Documentation
¶
Overview ¶
Package kinesis provides a Kinesis Data Streams source via aws-sdk-go-v2.
PRODUCTION USERS: prefer pkg/exec/lambda/kinesis. AWS Lambda's Kinesis event-source mapping owns shard discovery, lease coordination, automatic scaling on shard count (via ParallelizationFactor), checkpointing, and partial-batch retry semantics — everything this package punts on. The Lambda handler shares the same retry / dedup / metrics core (pkg/exec/processor) as streaming.Run, so the pipeline definition is identical.
This package is the polling ECS path, kept for dev/demo and for single-instance use cases where running a Lambda is unnecessary (integration tests, local one-shot consumers).

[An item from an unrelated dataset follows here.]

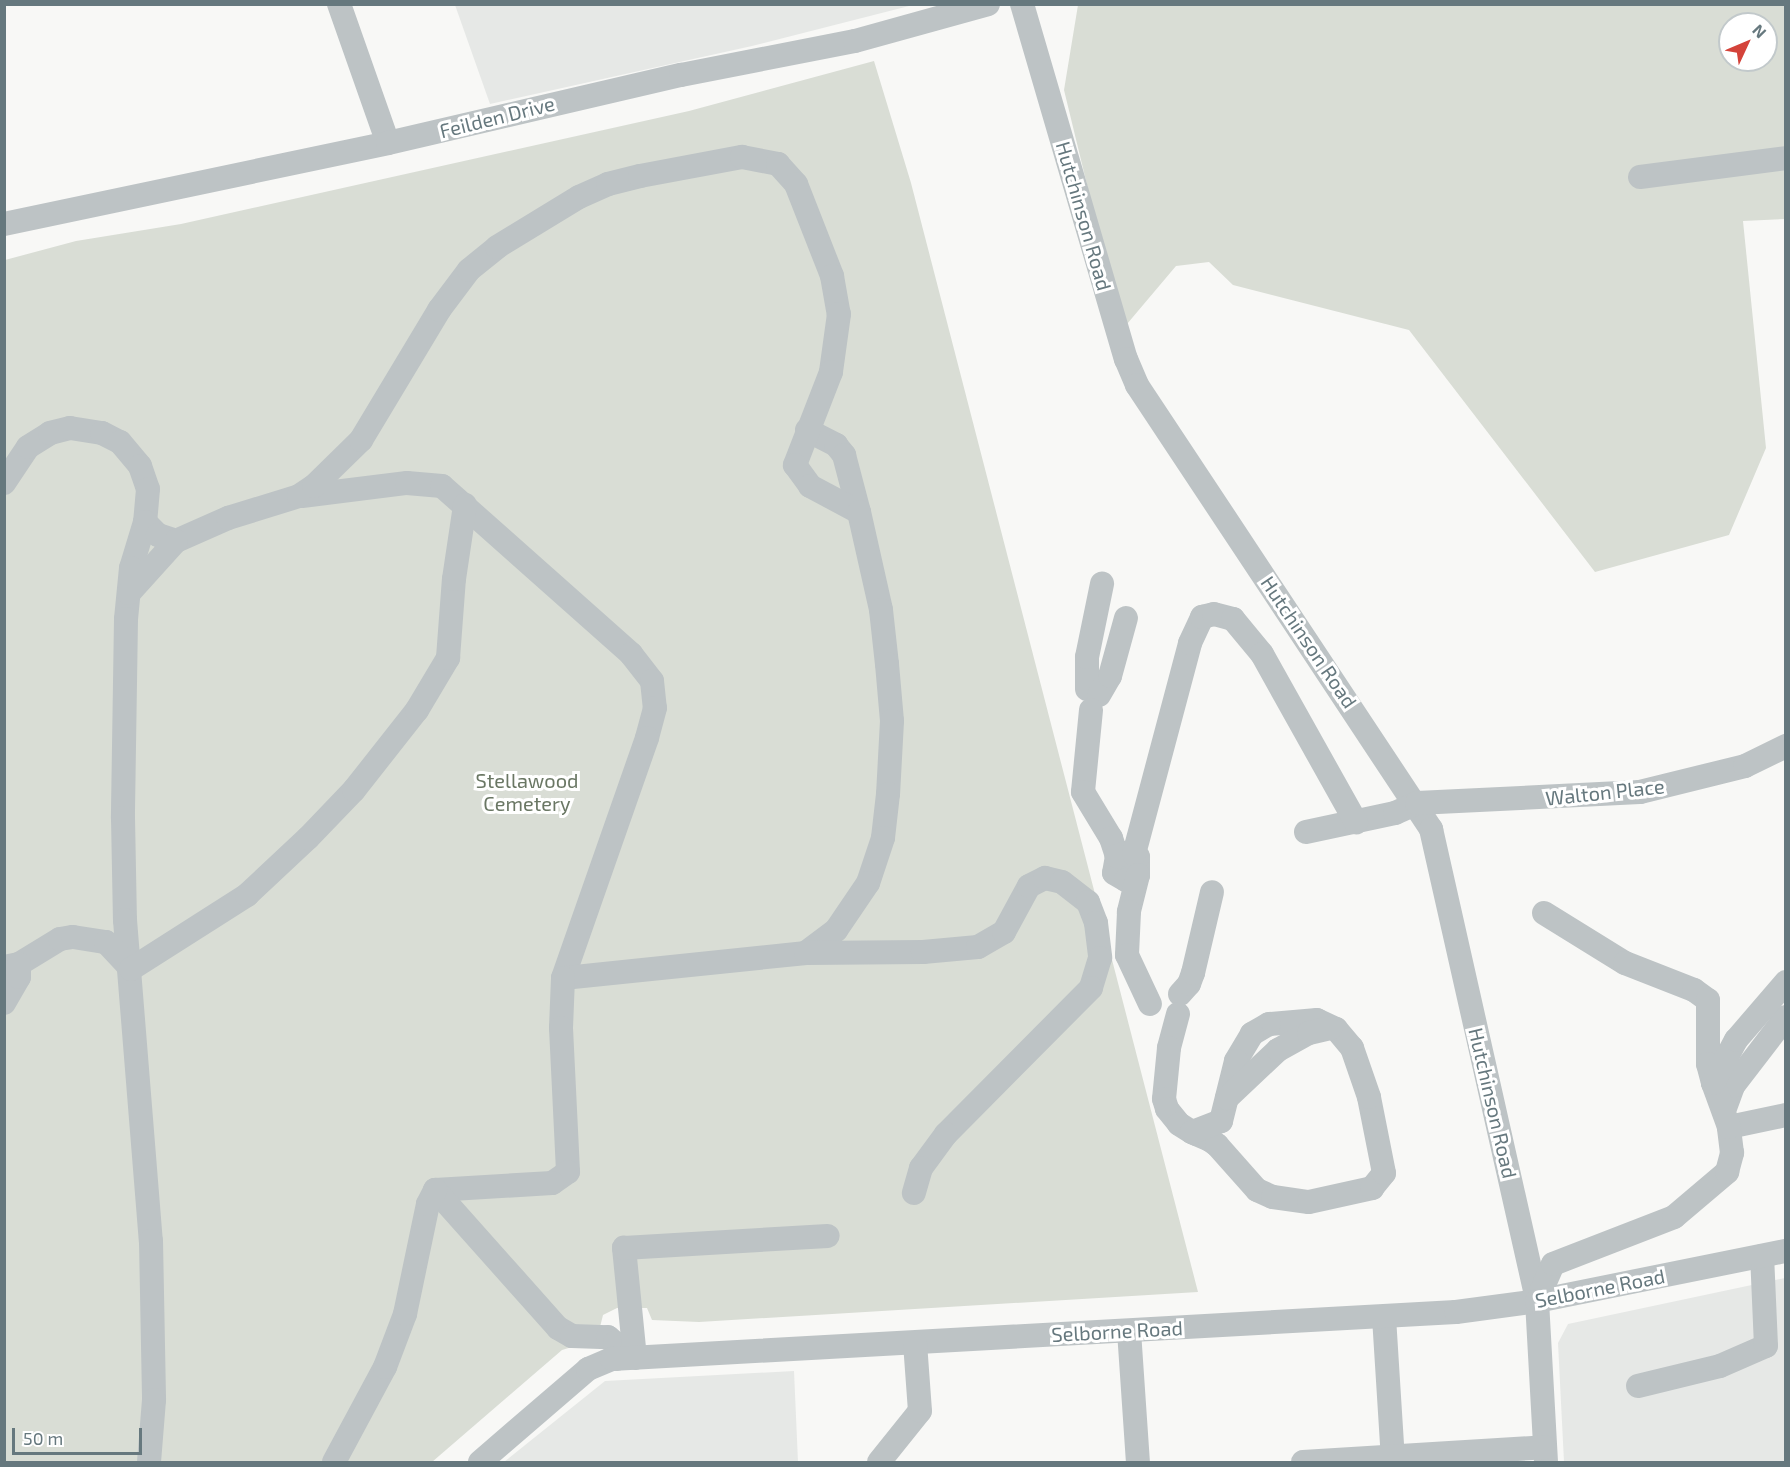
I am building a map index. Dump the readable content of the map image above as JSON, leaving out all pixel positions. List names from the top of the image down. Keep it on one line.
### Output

It is NOT a production path: it is single-instance, has no checkpointing, and does not handle resharding mid-run.
Implementation: ListShards once at startup, spawn one goroutine per shard that loops GetRecords + decode + emit. EventID is "<stream>/<shard>/<sequenceNumber>", globally unique across the stream's history, suitable for at-least-once dedup at the state-store boundary.
What's missing for production scale (intentionally — Lambda owns it):
- Lease management / shard rebalancing across multiple workers.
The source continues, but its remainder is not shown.